The better question is not “how do I fit everything in?” It is:

What is the smallest set of high-signal information that makes the desired outcome likely?

Progressive disclosure works better than preloading

Humans rarely start a project by reading every file. We read an index, follow a few paths, skim the high-level structure, and open details only when needed.

Agents should work the same way.

Good context systems give the agent lightweight handles first:

file names
folder structure
codemaps
task lists
test commands
design references
acceptance criteria

Then the agent pulls details just in time.

This is why simple tools like rg, file globs, codemaps, and small README files can outperform elaborate memory systems. They let the model discover context instead of drowning in it.

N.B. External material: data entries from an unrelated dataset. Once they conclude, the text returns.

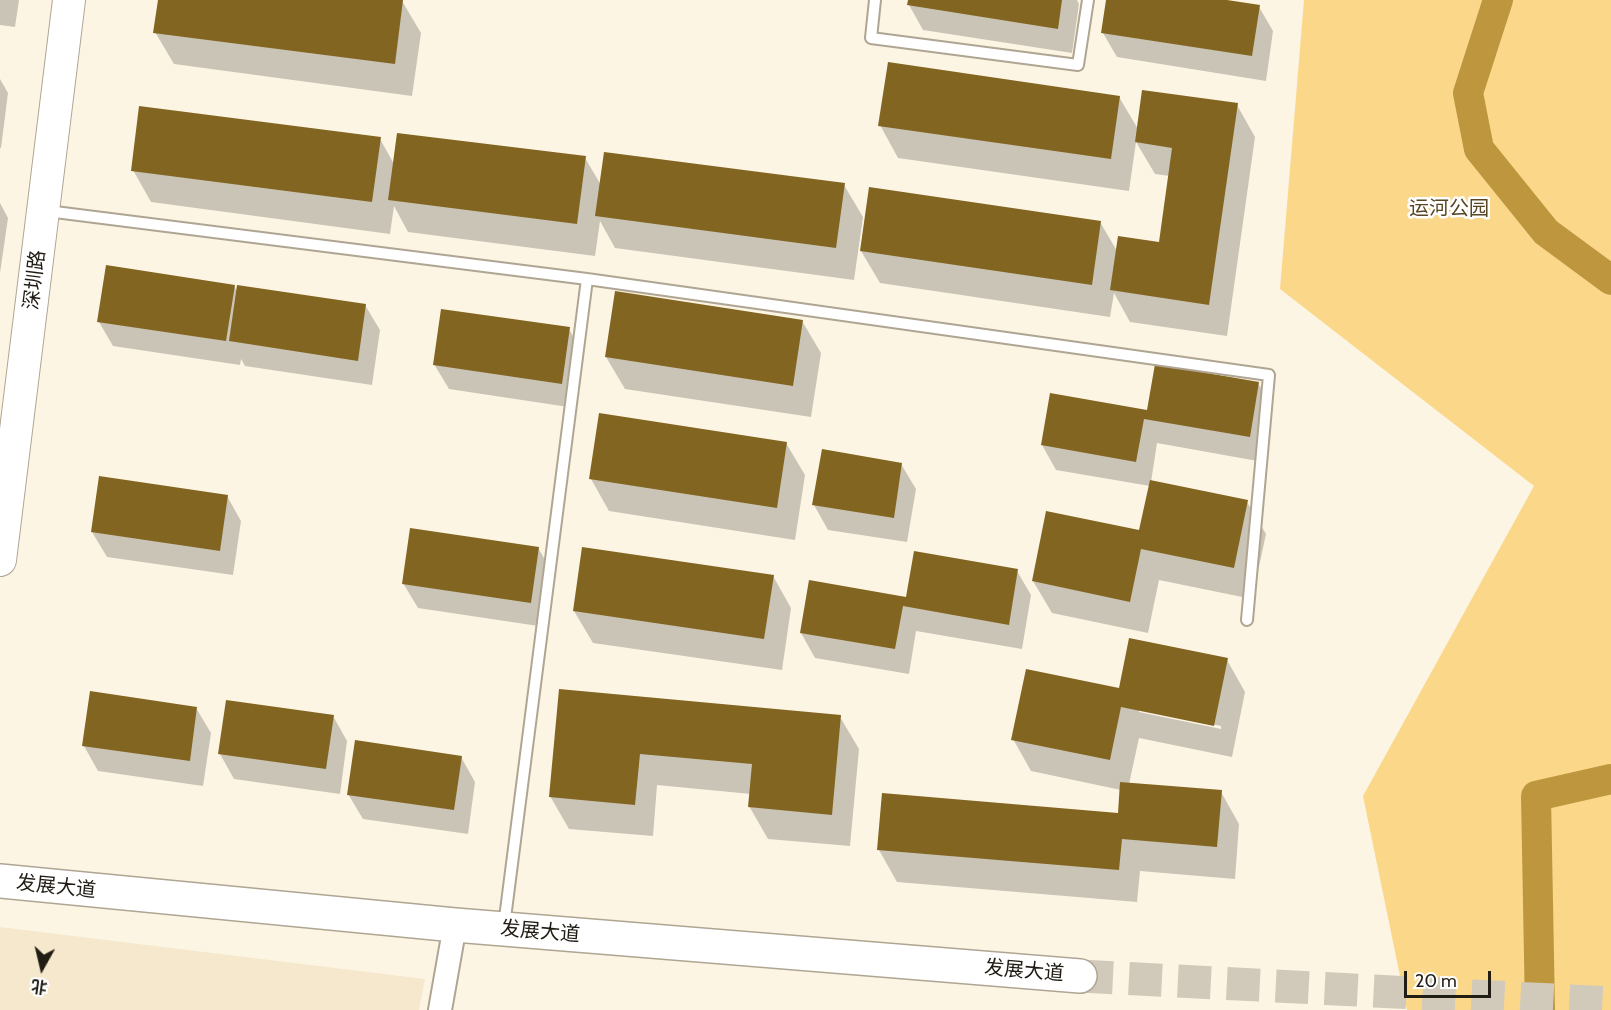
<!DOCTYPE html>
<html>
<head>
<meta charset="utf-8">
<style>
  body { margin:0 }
  #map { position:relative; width:1611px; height:1010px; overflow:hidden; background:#fdf5e4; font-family:Cabin,"Noto Sans SC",sans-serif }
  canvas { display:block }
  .north { position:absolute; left:12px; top:938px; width:60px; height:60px; -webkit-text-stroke:4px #fff; paint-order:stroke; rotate:188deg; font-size:16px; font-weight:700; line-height:24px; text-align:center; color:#211d15 }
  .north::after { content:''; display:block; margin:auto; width:21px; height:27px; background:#211d15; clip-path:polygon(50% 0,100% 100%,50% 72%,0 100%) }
  .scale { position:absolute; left:1404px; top:971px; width:87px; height:27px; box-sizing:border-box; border:3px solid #211d15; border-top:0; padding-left:8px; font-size:18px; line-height:21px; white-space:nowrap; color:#211d15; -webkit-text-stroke:4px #fff; paint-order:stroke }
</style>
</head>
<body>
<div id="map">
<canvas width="1611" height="1010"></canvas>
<div class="north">北</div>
<div class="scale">20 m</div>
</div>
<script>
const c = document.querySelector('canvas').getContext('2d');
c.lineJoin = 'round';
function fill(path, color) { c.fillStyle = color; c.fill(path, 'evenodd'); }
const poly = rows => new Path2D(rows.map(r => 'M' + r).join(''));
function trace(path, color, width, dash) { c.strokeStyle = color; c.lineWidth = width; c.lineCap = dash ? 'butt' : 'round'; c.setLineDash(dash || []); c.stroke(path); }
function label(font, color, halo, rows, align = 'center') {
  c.font = font + ' Cabin,"Noto Sans SC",sans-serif'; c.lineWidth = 5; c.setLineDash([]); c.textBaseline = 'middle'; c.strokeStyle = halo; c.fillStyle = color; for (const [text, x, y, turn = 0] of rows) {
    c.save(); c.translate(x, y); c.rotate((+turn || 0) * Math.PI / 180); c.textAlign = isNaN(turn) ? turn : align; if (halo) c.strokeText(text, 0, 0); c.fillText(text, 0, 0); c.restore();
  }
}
fill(poly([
  [0,927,425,979,419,1010,0,1010]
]), '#f6e8cc');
fill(poly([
  [1304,0,1611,0,1611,1010,1407,1010,1363,796,1534,486,1280,289]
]), '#fbd78a');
fill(poly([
  [0,0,19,0,15,27,0,25],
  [159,0,402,1,421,33,412,96,174,64,155,32],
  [910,0,1077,0,1079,4,1072,53,923,30,909,5],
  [1108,0,1217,0,1259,7,1273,31,1266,81,1117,57,1103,33],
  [0,79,8,93,1,148,0,148],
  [1119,97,1138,129,1237,105,1255,137,1227,336,1130,322,1114,293,1110,317,880,283,861,251,1100,222,1117,251,1160,243,1170,176,1155,174,1136,142,1129,191,898,158,880,125],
  [380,139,394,164,585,158,601,185,844,185,863,217,854,280,615,248,600,221,595,256,408,232,394,206,390,234,151,202,133,170],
  [0,203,8,218,0,273],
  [234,286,238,293,365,305,380,330,372,385,245,366,241,359,240,365,113,346,99,322],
  [802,321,821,353,811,417,625,389,606,357],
  [569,329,583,354,575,408,449,389,434,364],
  [1258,383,1272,408,1263,462,1157,443,1151,482,1247,502,1266,534,1252,599,1159,580,1148,633,1052,613,1033,581,1140,532,1150,486,1056,470,1042,445,1148,412],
  [786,443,805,475,795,540,609,511,591,479],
  [901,464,916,489,907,542,828,530,814,505],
  [227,496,241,521,233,575,107,557,92,532],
  [538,548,553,573,545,627,418,608,403,583],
  [1017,571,1031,595,1022,649,916,631,909,674,815,658,801,633,907,599],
  [773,576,791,608,782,670,593,643,574,611],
  [1227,660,1245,692,1232,757,1139,738,1129,784,1221,792,1239,824,1235,879,1140,871,1137,902,897,882,879,850,1119,814,1121,790,1031,771,1013,739,1120,690],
  [1139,709,1221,726,1221,729,1139,712],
  [560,691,840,717,859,749,850,846,768,839,749,806,751,794,657,785,653,836,569,829,550,796],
  [196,708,211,733,203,786,98,771,84,746],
  [333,716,347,741,340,794,234,779,220,754],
  [461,757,475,782,468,834,363,819,348,794]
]), '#0003');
trace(poly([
  [1498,0,1468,93,1479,149,1546,232,1611,280],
  [1540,1010,1536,796,1611,779]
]), '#bd963e', 30);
fill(poly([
  [158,0,403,0,395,64,153,33],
  [908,0,1062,0,1058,29,907,5],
  [1106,0,1227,0,1260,5,1252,56,1101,33],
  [888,62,1120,96,1111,159,878,126],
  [1142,90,1238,103,1209,305,1110,290,1118,236,1159,242,1172,148,1135,142],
  [139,106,381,137,372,202,131,171],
  [397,133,586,156,577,224,388,200],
  [604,152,845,183,836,248,595,216],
  [869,187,1101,221,1092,285,860,251],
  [106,265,235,285,226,341,97,322],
  [237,285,366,304,358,361,229,341],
  [615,291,803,320,793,386,605,357],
  [441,309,570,327,562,384,433,365],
  [1155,364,1259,382,1250,437,1144,419,1136,462,1041,445,1050,393,1147,410],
  [599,413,787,442,777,508,589,479],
  [822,449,902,463,894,518,812,505],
  [99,476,228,495,220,551,91,532],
  [1150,480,1248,500,1234,568,1141,549,1130,602,1032,581,1046,511,1139,530],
  [410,528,539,547,531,603,402,584],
  [582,547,774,575,764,639,573,611],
  [914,551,1018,569,1009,625,903,606,895,649,800,633,809,580,906,597],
  [1129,638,1228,658,1214,726,1121,707,1110,760,1011,740,1026,669,1119,688],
  [559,689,841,715,832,815,748,807,752,764,640,754,635,805,549,797],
  [90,691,197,707,190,761,82,746],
  [226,700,334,715,326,769,218,754],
  [355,740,462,756,454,810,347,795],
  [1120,782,1222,790,1217,847,1122,839,1119,870,877,850,882,793,1118,813]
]), '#826521');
trace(poly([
  [1080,976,1611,1003]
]), '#d1cabb', 33, [33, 16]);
const lane = poly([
  [875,0,871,38,1078,65,1088,0],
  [47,211,587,279,1269,375,1247,620],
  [504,926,587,279]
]);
const street = poly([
  [440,1010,455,925]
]);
const secondary = poly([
  [0,560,69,0]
]);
const primary = poly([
  [0,881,455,925,1080,976]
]);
trace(lane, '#afa592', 14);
trace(street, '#afa592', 26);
trace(secondary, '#afa592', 34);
trace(primary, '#afa592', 36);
trace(lane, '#fff', 10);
trace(street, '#fff', 22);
trace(secondary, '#fff', 32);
trace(primary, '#fff', 33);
label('20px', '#584722', '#fff', [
  ["运河公园",1449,209]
]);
label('20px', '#211d15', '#fff', [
  ["深圳路",35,280,-83],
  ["发展大道",56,887,6],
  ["发展大道",540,932,5],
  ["发展大道",1024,971,5]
]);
</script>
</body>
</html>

Scripts beat repeated explanation

If an agent repeatedly needs to do the same routine task, do not keep describing the API in prose. Wrap the routine in a script.

Examples:

start the dev environment
run the correct test subset
send a notification
export a report
initialize a workspace
check deployment state

The script becomes an executable memory. It is less ambiguous than instructions and cheaper than repeatedly reloading documentation.

Sub-agents are context filters

The strongest use of sub-agents is not “parallelism” by itself. It is isolation.

A research sub-agent can read tens of thousands of tokens, inspect logs, browse documents, and return a small synthesis. The parent agent does not need the full mess. It needs the answer, the evidence, and the next decision.

This pattern protects the main thread from context pollution.

Files are better handoffs than chat history

For long tasks, conversation history is a fragile source of truth. Files are better.

Useful handoff artifacts include:

progress.md
features.json
acceptance.md
init.sh
test-plan.md
review-notes.md

The important part is not the format. The important part is that a future session can reconstruct the task without relying on a lossy chat summary.

My current rule

I try to keep three layers separate:

Permanent context: project goals, conventions, architecture, commands.
Task context: the specific plan, constraints, acceptance criteria.
Execution context: logs, diffs, errors, temporary exploration.

Permanent context should be small and stable. Task context should be explicit and reviewable. Execution context should be disposable.

When those layers blur, agents start carrying the wrong state forward.